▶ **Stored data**
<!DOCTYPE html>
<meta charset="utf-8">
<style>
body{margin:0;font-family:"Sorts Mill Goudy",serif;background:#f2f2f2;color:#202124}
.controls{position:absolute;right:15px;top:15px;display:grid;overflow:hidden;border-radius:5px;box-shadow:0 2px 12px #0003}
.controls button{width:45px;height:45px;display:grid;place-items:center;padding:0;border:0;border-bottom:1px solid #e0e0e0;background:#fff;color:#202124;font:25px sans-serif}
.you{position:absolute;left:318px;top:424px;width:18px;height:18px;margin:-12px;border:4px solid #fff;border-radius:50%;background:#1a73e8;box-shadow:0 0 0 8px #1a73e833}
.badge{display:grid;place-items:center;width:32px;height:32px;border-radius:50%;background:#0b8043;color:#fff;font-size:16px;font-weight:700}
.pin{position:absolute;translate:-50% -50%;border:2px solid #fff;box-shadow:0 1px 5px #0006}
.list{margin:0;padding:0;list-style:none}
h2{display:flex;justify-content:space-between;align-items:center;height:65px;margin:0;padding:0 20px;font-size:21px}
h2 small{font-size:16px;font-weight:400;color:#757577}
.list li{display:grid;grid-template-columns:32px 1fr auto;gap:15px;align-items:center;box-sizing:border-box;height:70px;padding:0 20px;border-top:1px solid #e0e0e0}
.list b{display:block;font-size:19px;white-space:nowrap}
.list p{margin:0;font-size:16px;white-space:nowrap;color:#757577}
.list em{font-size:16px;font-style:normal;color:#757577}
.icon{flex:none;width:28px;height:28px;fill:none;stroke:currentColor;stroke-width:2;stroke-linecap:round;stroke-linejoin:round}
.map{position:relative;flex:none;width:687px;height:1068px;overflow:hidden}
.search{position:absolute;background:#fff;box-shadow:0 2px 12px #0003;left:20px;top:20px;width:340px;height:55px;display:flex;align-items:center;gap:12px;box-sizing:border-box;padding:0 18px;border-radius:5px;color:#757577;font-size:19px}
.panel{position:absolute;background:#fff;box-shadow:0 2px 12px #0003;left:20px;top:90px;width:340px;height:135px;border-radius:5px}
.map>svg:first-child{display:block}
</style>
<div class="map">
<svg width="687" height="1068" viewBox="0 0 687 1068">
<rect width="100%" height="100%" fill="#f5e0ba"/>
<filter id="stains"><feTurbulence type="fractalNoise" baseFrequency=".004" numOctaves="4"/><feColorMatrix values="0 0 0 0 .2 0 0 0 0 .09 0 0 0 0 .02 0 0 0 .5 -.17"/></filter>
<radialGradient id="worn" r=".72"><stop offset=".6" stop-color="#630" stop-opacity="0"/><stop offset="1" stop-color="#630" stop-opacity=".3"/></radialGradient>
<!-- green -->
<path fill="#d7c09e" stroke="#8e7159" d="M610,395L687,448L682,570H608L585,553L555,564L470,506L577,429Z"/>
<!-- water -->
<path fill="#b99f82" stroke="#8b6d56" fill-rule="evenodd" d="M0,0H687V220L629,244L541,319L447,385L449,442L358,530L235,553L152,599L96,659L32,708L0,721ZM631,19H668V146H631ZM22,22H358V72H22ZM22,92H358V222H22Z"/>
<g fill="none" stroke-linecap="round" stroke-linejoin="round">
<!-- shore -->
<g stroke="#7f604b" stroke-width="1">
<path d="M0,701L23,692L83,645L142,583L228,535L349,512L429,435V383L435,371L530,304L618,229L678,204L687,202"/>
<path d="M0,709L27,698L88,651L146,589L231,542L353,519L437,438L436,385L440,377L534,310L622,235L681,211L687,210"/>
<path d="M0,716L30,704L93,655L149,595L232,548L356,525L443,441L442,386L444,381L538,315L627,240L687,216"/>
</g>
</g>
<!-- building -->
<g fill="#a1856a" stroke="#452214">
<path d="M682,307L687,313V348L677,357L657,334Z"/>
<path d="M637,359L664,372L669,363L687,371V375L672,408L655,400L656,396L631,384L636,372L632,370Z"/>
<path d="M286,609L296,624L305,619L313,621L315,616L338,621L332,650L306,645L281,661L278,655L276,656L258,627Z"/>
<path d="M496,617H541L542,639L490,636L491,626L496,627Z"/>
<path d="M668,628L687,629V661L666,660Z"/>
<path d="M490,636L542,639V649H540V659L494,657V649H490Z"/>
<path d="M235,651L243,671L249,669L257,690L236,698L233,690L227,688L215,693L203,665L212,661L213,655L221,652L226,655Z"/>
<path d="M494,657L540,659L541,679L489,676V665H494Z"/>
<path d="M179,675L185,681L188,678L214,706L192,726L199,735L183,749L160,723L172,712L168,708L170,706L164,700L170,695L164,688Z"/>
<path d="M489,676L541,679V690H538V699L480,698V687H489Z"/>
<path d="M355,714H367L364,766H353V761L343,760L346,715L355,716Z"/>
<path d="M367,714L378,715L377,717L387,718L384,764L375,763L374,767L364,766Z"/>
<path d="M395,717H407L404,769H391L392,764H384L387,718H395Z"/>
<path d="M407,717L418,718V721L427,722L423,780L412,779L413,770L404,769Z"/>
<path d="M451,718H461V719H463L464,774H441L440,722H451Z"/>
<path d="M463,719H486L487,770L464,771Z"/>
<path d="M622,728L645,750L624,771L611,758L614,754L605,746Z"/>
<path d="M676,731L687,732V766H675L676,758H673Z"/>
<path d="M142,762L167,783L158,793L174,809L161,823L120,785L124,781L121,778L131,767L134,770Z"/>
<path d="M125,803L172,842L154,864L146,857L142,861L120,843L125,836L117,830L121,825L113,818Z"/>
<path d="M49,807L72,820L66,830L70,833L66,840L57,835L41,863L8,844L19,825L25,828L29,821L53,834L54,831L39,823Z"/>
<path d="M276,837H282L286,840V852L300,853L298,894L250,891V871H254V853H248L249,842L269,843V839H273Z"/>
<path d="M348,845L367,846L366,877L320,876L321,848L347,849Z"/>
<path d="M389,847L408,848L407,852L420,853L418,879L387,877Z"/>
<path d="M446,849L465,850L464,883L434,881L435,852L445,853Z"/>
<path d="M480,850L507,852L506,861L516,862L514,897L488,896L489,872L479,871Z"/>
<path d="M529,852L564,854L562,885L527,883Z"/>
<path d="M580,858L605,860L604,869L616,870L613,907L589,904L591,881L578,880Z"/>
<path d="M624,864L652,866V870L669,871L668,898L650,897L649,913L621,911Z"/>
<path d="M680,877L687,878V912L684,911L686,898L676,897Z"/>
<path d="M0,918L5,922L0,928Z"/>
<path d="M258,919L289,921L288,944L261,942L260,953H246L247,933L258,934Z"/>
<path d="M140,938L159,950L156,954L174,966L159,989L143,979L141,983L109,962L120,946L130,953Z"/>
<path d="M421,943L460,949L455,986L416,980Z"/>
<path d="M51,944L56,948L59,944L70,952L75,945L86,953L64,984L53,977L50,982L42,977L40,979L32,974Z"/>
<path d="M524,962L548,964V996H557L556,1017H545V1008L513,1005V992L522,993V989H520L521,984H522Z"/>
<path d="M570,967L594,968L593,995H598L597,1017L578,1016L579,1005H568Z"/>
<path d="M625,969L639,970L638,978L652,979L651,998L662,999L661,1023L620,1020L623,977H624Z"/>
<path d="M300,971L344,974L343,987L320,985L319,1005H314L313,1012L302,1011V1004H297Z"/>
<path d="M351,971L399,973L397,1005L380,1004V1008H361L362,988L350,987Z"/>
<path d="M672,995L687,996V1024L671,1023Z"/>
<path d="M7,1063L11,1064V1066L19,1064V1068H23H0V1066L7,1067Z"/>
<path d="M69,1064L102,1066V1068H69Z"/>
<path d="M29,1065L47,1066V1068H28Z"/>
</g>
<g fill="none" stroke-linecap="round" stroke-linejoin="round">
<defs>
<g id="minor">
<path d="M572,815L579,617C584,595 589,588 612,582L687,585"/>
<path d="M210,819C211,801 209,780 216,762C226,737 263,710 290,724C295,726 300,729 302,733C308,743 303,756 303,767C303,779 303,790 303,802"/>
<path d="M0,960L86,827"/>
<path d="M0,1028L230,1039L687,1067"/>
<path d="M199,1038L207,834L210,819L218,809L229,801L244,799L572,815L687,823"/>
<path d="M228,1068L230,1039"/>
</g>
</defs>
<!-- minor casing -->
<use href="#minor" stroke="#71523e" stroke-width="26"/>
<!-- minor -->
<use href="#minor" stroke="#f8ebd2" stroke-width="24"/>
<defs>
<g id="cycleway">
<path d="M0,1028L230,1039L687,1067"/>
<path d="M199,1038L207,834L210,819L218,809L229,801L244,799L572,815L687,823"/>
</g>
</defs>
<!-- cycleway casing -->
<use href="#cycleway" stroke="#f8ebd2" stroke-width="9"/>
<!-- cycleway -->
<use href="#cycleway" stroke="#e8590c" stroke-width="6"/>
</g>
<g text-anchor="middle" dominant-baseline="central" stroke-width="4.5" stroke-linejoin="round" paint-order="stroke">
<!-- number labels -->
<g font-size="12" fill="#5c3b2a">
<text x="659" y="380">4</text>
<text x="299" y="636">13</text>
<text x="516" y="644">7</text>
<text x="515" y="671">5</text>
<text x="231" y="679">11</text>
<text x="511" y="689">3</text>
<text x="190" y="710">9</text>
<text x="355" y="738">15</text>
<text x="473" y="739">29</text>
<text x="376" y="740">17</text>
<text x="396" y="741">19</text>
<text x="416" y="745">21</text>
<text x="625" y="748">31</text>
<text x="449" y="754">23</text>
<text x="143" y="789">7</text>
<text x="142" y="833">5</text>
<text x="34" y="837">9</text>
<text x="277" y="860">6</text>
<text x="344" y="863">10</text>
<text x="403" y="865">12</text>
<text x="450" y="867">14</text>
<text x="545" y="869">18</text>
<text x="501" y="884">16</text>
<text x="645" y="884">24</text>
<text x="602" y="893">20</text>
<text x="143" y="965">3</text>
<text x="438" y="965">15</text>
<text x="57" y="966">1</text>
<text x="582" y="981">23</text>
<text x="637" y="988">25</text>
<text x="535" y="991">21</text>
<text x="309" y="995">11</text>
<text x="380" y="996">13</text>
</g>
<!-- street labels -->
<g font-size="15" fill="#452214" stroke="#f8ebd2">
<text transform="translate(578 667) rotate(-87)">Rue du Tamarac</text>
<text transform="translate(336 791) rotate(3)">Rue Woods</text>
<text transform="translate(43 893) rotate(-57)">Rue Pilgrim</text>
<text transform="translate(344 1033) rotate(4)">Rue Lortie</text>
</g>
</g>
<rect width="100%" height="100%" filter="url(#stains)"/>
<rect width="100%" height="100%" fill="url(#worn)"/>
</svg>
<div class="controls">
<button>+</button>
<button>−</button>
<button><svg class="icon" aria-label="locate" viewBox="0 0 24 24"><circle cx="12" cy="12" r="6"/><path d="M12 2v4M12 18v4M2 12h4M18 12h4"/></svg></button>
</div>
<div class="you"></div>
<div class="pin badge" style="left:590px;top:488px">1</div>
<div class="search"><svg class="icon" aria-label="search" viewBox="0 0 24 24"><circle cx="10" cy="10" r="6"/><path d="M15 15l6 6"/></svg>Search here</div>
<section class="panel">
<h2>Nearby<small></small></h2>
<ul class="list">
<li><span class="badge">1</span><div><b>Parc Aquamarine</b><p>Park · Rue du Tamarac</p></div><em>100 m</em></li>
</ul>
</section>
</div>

▶ **TASK TO CARRY OUT**
In the records above, find each line with the string "nowrap" and list it.

▶ **ANSWER SECTION**
.list b{display:block;font-size:19px;white-space:nowrap}
.list p{margin:0;font-size:16px;white-space:nowrap;color:#757577}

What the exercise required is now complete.